Havia desde 2012 irritação com Dilma Rousseff nas elites económicas, em São Paulo em particular. A Presidente começava a arruinar as contas públicas, tomava medidas de intervenção económica que começaram quixotescos e se tornaram incompetência desvairada, quando não de inclinação autoritária. O Governo passou a ter défices gigantescos a partir de 2014, antes em parte fraudados por “contabilidade criativa”. As maiores estatais, Petrobras e Eletrobras, foram arruinadas. A rentabilidade das empresas caía, em parte devido aos efeitos da alta acelerada do salário mínimo.
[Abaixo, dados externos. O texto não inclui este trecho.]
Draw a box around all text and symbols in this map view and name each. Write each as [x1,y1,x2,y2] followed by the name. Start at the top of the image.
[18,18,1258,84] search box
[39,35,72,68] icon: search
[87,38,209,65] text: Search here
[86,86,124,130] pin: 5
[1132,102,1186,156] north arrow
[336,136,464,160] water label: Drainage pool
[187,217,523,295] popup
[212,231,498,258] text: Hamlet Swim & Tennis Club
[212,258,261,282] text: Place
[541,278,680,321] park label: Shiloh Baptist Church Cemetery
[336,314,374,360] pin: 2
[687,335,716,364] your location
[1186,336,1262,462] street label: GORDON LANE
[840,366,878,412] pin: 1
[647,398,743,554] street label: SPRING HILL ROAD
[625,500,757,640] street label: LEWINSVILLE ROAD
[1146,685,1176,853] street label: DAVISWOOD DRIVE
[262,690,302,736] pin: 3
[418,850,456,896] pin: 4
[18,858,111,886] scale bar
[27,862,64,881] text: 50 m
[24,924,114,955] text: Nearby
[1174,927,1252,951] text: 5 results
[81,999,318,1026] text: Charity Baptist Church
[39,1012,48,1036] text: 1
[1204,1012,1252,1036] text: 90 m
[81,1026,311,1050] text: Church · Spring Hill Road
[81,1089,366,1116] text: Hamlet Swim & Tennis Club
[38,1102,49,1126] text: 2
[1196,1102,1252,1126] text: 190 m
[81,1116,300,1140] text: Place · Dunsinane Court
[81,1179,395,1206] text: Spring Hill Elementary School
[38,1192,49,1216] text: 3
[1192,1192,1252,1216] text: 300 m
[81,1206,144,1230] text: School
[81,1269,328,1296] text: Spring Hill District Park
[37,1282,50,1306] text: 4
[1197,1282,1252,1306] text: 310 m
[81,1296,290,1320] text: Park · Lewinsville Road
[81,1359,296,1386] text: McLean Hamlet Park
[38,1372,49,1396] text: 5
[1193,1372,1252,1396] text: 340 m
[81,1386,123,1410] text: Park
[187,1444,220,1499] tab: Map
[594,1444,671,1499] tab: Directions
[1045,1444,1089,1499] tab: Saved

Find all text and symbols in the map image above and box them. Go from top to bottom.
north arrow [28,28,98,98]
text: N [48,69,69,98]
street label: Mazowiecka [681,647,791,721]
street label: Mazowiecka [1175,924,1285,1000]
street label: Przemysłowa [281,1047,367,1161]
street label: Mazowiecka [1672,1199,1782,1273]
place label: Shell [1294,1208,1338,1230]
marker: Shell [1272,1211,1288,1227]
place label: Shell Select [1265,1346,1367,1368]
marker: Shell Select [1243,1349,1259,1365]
O conflito com o Congresso se exacerbou, pois a Presidente era não apenas avessa à micropolítica, mas autossuficiente. A fragmentação partidária acelerou-se, Dilma Rousseff passou a perder votações com frequência cada vez maior. Entrou em conflito terminal com o PMDB, partido central na montagem das coalizões de governo do Brasil, “de centro” (vende-se a quem lhe der mais cargos, verbas ou propinas).

Apesar do nosso histórico de violência e tumulto político, o Brasil é um país de conciliações – pelo alto, pela elite: não foi assim nossa separação de Portugal?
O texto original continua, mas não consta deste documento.